(Saved entries)
== Segment start ==
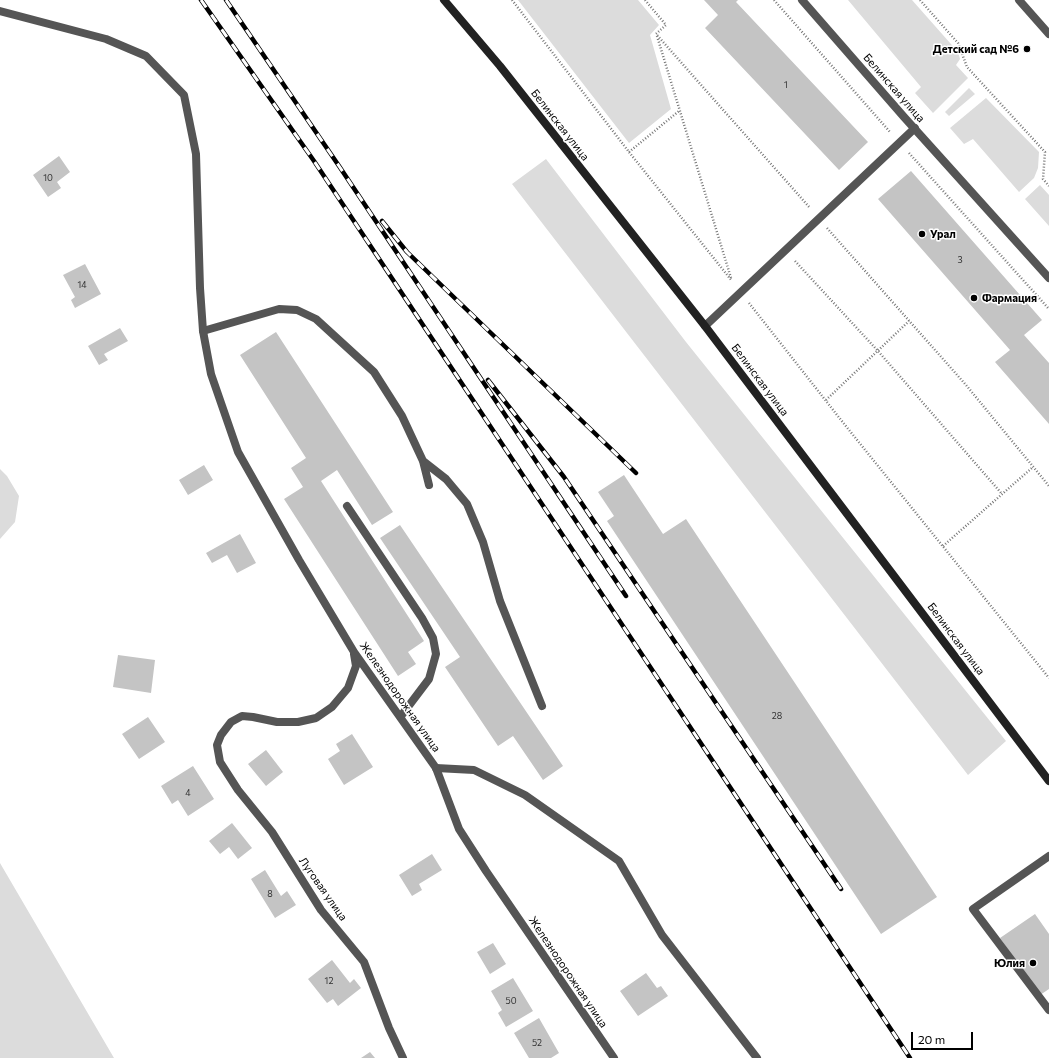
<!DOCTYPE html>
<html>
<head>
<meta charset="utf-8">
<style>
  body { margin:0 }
  #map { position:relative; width:1049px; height:1058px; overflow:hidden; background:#fff; font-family:Commissioner,sans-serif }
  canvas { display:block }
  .scale { position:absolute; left:911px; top:1032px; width:62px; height:18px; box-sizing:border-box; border:2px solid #000; border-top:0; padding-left:5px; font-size:12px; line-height:14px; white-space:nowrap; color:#000; -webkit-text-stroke:3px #fff; paint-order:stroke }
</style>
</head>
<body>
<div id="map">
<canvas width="1049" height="1058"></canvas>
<div class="scale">20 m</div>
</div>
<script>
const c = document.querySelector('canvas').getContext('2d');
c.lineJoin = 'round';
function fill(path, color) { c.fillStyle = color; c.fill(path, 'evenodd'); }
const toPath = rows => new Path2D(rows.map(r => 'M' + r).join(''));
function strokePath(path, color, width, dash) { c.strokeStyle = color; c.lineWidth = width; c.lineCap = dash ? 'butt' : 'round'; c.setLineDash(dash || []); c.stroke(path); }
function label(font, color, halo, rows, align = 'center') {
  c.font = font + ' Commissioner,sans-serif'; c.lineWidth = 3; c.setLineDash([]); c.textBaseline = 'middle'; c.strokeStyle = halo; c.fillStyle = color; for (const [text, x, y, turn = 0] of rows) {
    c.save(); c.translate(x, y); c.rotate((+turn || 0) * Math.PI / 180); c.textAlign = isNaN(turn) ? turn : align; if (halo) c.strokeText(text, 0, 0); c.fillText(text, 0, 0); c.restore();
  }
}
const green = toPath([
  [518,0,638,0,659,25,650,35,671,109,629,143],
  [848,0,912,0,958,52,960,59,956,65,968,78,933,113,915,93,921,87],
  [969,88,975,94,949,116,945,112],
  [986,98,1039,152,1038,168,1034,178,1019,192,973,139,964,144,950,128],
  [546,159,686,342,1006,741,968,775,512,184],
  [1040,185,1049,195,1049,226,1025,199],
  [0,469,7,476,19,496,15,522,0,539],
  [0,863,114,1058,0,1058]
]);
const building = toPath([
  [704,0,738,0,736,2,868,142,839,170,705,28,718,15],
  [59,156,70,172,57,182,61,188,48,197,33,175],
  [911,171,1042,320,1024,335,1049,363,1049,424,995,362,1010,350,878,199],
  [85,264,101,294,75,308,71,300,75,297,63,275],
  [120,328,128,341,104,354,108,360,99,365,88,346],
  [276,332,393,512,372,525,337,470,321,481,424,641,408,652,416,664,398,676,284,499,303,487,291,468,306,458,240,355],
  [204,465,213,480,188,495,179,480],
  [624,475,663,534,686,519,937,897,881,934,607,521,614,516,598,492],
  [400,525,563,766,543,780,513,736,498,746,445,667,460,657,380,538],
  [240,534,256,563,237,573,227,555,212,563,206,553],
  [118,655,155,660,151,693,113,687],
  [148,717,165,742,139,759,122,734],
  [352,734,373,767,344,785,328,759,340,751,336,744],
  [266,750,283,772,266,786,248,764],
  [193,766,214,799,188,816,178,800,172,804,161,786],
  [232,823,252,848,238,859,229,847,220,854,209,841],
  [432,854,442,870,419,884,422,890,412,896,399,875],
  [265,870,281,896,287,891,296,905,275,918,251,879],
  [1035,914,1049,934,1049,989,1040,995,1000,938],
  [493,943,506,964,490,974,477,952],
  [332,960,350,983,354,979,361,988,338,1006,333,999,327,1003,308,979],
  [646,973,657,988,661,986,668,996,638,1016,620,991],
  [513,978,533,1011,506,1027,498,1013,502,1010,491,991],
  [539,1018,559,1053,551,1058,529,1058,514,1033],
  [370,1052,375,1058,361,1058]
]);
const path = toPath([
  [512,0,629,152,732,281],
  [645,0,666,25,656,34,810,208],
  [774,0,890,132],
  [920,0,958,43,967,67,1045,152,1043,179,1049,186],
  [657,36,731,278],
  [629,152,679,111],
  [909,153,1049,309],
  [827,228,966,385,1049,486],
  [795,261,878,351,1002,494],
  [749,303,841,420,1049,678],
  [826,400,909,321],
  [943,546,1033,467]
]);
const lane = toPath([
  [1019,0,1049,34],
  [203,331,279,309,297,310,316,319,374,372,402,416,423,461,429,485],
  [423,461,446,479,467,504,483,542,500,601,542,706],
  [347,506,422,618,433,638,436,654,429,679,401,716],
  [436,768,474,770,525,795,619,861,662,935,757,1058],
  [1049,856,973,909,1049,1010]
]);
const street = toPath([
  [802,0,904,117,1049,278],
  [0,11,106,39,146,56,184,95,196,154,200,288,203,331,211,374,238,452,299,560,354,652,436,768,459,829,486,871,614,1058],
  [705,326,915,128],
  [354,654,356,666,348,688,332,707,316,718,298,722,277,722,253,717,242,716,231,722,221,735,217,745,220,762,238,790,272,832,321,910,364,962,389,1028,403,1058]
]);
const secondary = toPath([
  [444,0,500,66,705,326,1049,781]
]);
const rail = toPath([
  [201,0,314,161,910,1058],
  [226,0,339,166,626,596],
  [382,221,407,252,636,473],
  [488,380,564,477,841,889]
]);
const markers = [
  [1027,49,4,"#000"],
  [922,234,4,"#000"],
  [974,298,4,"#000"],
  [1033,963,4,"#000"]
];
const numberNames = [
  ["1",786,85],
  ["10",48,178],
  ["3",960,260],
  ["14",82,285],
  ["28",777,716],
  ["4",188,793],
  ["8",270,894],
  ["12",329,981],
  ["50",511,1001],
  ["52",537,1043]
];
const poiNames = [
  ["Детский сад №6",1019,49],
  ["Урал",930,234,"left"],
  ["Фармация",982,298,"left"],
  ["Юлия",1025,963]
];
const streetNames = [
  ["Белинская улица",894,88,49],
  ["Белинская улица",560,125,52],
  ["Белинская улица",760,380,53],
  ["Белинская улица",956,639,53],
  ["Железнодорожная улица",400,697,55],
  ["Луговая улица",323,889,55],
  ["Железнодорожная улица",568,972,56]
];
fill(green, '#dcdcdc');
fill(building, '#c4c4c4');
strokePath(path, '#777', 2.5, [1, 2]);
strokePath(lane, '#555', 8);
strokePath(street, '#555', 8);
strokePath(secondary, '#222', 8);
strokePath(rail, '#000', 4.5);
strokePath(rail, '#fff', 3, [9]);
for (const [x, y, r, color] of markers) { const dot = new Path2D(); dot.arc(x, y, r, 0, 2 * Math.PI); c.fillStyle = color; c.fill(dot); strokePath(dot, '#fff', 1.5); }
label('9px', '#313131', null, numberNames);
label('bold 11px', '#000', '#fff', poiNames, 'right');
label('11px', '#000', '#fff', streetNames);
</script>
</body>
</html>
== Segment end ==
Work instruction — Each line holding the string "canvas" counts once. Work out the number of such lines in the data and give only that.

Result of this task — 3